Health care fraud is a persistent and costly problem for both commercial and government payors. The Centers for Medicare & Medicaid Services (CMS) estimates that a significant amount of fee-for-service payments are misspent on improper payments every year. In 2015, the Medicare and Medicaid programs accounted for 99 percent—$88.8 billion—of improper payments reported by the U.S. Department of Health and Human Services (HHS).* An improper payment includes any payment made:
- In an incorrect amount (including overpayments and underpayments)

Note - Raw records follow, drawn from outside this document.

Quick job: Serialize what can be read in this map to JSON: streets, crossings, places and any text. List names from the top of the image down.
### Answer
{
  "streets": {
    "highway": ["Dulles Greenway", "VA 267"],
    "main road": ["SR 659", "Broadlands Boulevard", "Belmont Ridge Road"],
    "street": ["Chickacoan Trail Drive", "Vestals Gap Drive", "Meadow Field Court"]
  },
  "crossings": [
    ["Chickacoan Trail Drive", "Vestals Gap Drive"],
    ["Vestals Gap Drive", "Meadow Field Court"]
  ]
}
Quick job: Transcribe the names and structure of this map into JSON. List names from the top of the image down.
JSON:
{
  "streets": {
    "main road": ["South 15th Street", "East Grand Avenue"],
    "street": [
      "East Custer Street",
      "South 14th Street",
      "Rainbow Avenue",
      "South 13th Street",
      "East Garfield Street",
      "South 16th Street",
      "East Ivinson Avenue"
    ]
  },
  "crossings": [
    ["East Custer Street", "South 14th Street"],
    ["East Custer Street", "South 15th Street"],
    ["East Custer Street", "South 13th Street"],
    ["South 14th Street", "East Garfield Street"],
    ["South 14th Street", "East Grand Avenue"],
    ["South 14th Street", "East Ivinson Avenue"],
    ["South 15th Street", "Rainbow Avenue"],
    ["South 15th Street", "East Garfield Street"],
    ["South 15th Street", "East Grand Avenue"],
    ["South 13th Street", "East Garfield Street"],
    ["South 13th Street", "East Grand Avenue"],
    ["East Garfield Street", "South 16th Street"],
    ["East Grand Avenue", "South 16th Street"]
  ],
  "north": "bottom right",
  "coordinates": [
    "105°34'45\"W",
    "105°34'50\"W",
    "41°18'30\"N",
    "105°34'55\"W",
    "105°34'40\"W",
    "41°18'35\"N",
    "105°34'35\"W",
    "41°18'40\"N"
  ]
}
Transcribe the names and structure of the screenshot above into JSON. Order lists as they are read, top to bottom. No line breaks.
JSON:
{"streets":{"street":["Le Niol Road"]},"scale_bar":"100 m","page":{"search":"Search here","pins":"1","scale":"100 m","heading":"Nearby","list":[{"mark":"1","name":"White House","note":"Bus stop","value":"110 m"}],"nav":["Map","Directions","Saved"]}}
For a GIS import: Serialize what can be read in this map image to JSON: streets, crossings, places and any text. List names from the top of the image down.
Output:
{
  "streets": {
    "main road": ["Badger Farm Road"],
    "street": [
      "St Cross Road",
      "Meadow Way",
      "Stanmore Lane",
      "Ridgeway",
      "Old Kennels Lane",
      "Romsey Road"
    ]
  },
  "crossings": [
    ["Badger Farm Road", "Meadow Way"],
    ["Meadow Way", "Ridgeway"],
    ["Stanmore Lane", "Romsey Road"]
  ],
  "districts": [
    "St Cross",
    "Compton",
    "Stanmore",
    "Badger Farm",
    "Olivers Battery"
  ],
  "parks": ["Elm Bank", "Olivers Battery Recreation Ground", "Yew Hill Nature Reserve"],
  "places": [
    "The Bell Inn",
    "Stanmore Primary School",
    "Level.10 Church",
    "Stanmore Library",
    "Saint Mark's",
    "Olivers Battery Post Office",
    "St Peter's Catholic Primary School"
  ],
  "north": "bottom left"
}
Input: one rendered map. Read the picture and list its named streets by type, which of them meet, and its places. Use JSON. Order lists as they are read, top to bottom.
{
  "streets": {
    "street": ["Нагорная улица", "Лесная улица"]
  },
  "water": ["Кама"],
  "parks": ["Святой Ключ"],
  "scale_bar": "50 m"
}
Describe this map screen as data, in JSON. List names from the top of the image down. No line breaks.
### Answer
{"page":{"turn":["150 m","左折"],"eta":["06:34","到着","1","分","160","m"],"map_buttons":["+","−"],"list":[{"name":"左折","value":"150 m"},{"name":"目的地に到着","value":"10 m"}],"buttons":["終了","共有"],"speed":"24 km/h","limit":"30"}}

- To an ineligible provider
- For noncovered services
- For services not received
- For duplicate services
- Without supporting documentation of medical necessity
In addition to improper payments made under CMS, the U.S. Government Accountability Office (GAO) has identified millions of dollars in federal subsidy payments incorrectly made to individuals who were not eligible to enroll in Affordable Care Act (ACA) Health Insurance Marketplace plans.†
This column summarizes the major types of CMS and HHS audits that could affect surgeons, as well as the entities responsible for conducting the audits. It presents a high-level overview of nine common audits:
- Medicare Recovery Audit Contractors (RACs)
- Medicaid RACs
- Unified Program Integrity Contractors (UPICs)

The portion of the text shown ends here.